Optimizing costs with the Azure Cosmos DB integrated cache

Tim Sander

Caching can be a great way to lower costs and reduce latency for read-heavy workloads. However, adding a cache also traditionally involves managing a resource separate from your database, including manually populating the cache and managing cache invalidation. In this blog, we’ll dive into the details of how to reap all the benefits without the traditional pain points of caching with the Azure Cosmos DB integrated cache!

With the integrated cache, you can add caching to an existing Azure Cosmos DB workload without modifying your application’s logic. The integrated cache helps read-heavy workloads further reduce costs and latency for repeated point reads and queries.

The integrated cache was battle-tested during the private preview last year and we were excited to announce the public preview at Build in May of this year. We are grateful for all the awesome customer feedback and feature requests in the private preview that helped shape our roadmap. A special thank you to the teams at ASOS for their feedback!
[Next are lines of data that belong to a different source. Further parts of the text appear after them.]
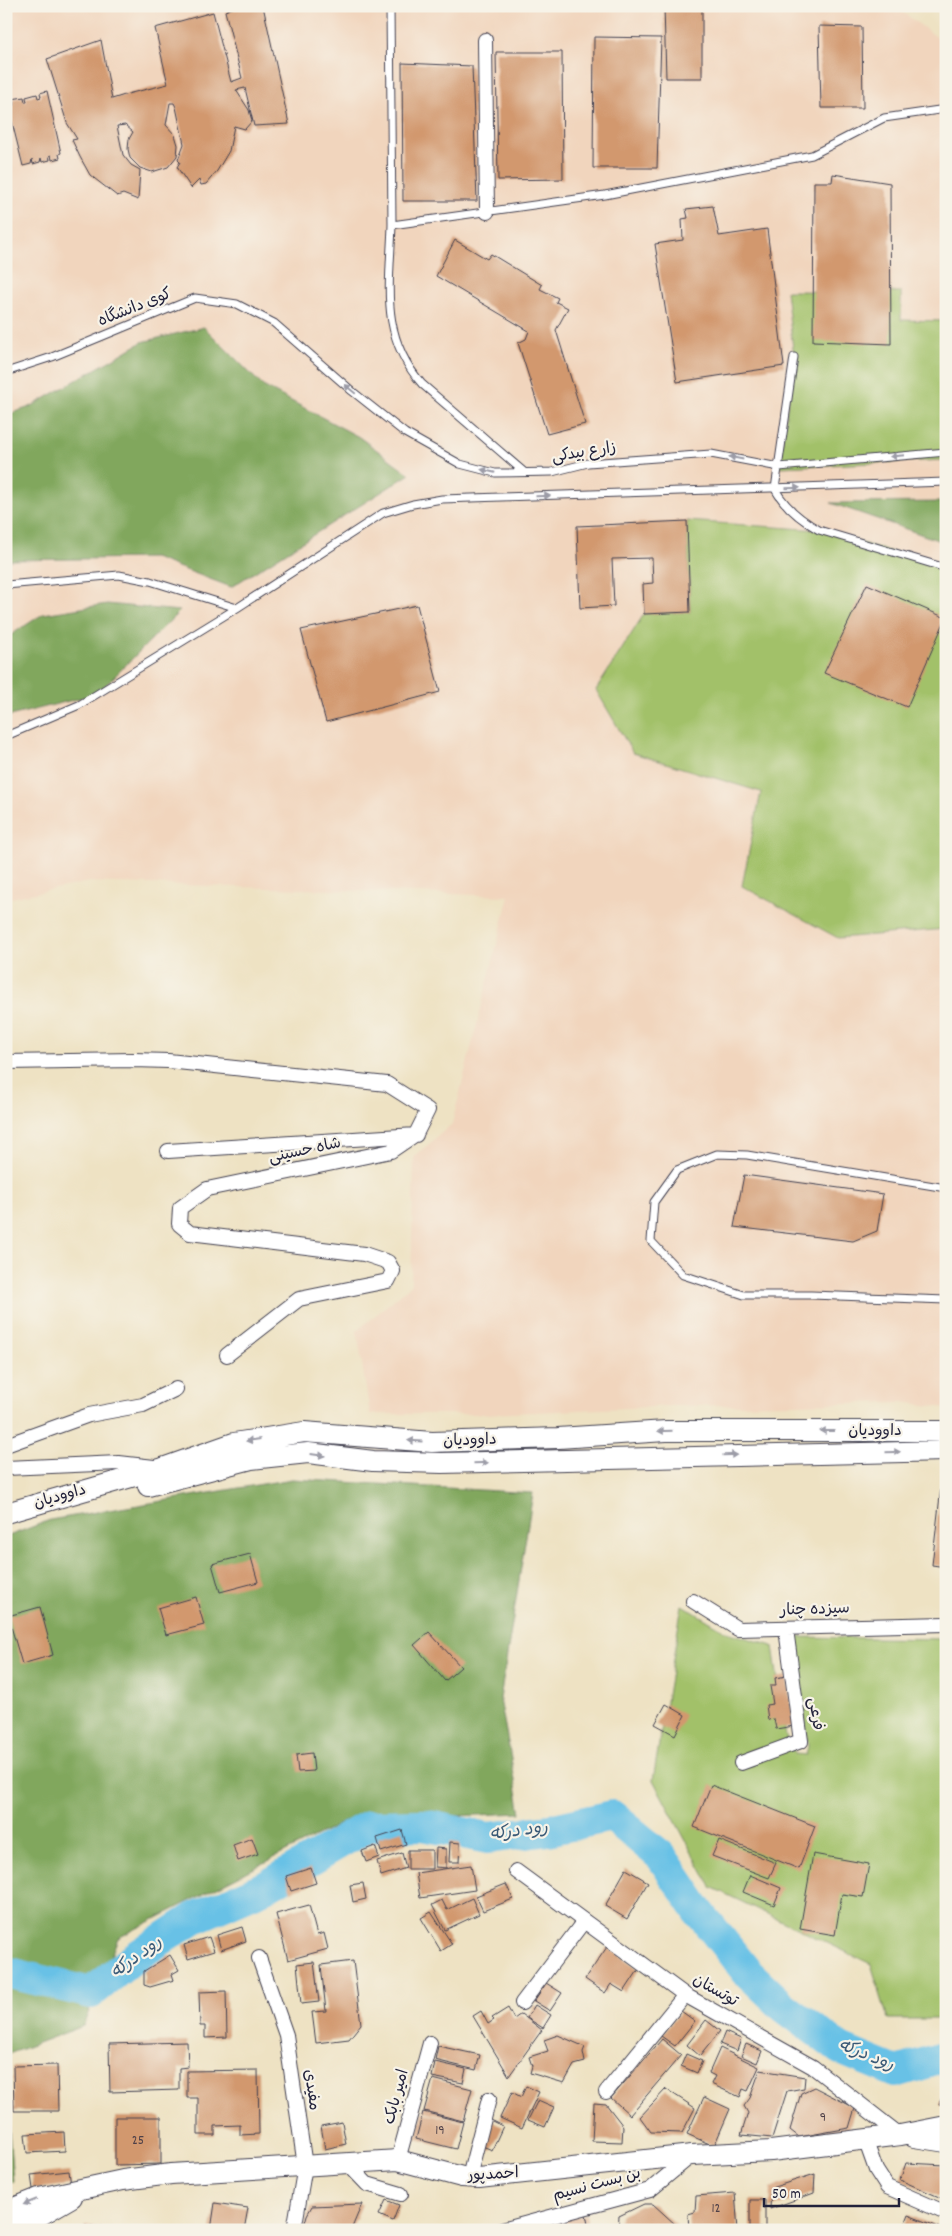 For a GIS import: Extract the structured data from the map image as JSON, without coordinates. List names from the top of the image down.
{
  "streets": {
    "street": [
      "شاه حسینی",
      "داوودیان",
      "سیزده چنار",
      "فرعی",
      "توتستان",
      "مفیدی",
      "امیر بابک",
      "احمدپور",
      "بن بست نسیم"
    ],
    "lane": ["کوی دانشگاه", "زارع بیدکی"]
  },
  "crossings": [
    ["کوی دانشگاه", "زارع بیدکی"],
    ["سیزده چنار", "فرعی"],
    ["توتستان", "احمدپور"],
    ["مفیدی", "احمدپور"],
    ["امیر بابک", "احمدپور"],
    ["احمدپور", "بن بست نسیم"]
  ],
  "one_way": ["زارع بیدکی"],
  "water": ["رود درکه"],
  "house_numbers": [
    "9",
    "19",
    "25",
    "12"
  ],
  "scale_bar": "50 m"
}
“Cosmos integrated cache is a potential gamechanger for the promotions platform at ASOS. We’ve significantly reduced our RU consumption and the overheard of managing cached data, while keeping well within our SLA’s for our consuming teams.” – Mhamun Hussain, Software Engineer at ASOS

If you try out the public preview and have feedback, please send us an email at: cosmoscachefeedback@microsoft.com.

Getting started:

To use the integrated cache, you must first provision a dedicated gateway. A dedicated gateway provides server-side compute resources that act as a front-end to your Azure Cosmos DB account. When your account has a dedicated gateway provisioned, the gateway routes requests and caches data. Like provisioned throughput, the dedicated gateway is billed hourly. Unlike provisioned throughput, it is billed as a set compute capacity rather than based on the number of requests.

Image showing how to provision a dedicated gateway
Provisioning a dedicated gateway cluster in the Azure portal


In most cases, the deciding factor for dedicated gateway size is the amount of data that you need to cache. Provisioning multiple dedicated gateway nodes, on the other hand, is helpful for improving availability or handling additional request volume.

You can select up to five nodes of the D4, D8 or D16 dedicated gateway sizes. Here’s a summary of the available SKUs:

SKU Name vCPU Memory
D4s 4 16 GB
D8s 8 32 GB
D16s 16 64 GB


When you provision a dedicated gateway cluster, an instance of the integrated cache is automatically provisioned on each dedicated gateway node. When your application connects to Azure Cosmos DB through the dedicated gateway and runs a point read or query, the gateway automatically checks the integrated cache first and only executes a read request on the backend partitions if it has not previously been cached. Points reads and queries that hit the integrated cache will have an RU charge of 0 and cache misses will have the same RU charge that they would have without the integrated cache.

Diagram of dedicated gateway connection
Connecting to the dedicated gateway with gateway mode


Modifying your application’s code:

After provisioning a dedicated gateway, it only takes minutes to modify your application’s code to start caching. You can connect to the dedicated gateway and use the integrated cache with the same SDK’s that you already use to connect to Azure Cosmos DB.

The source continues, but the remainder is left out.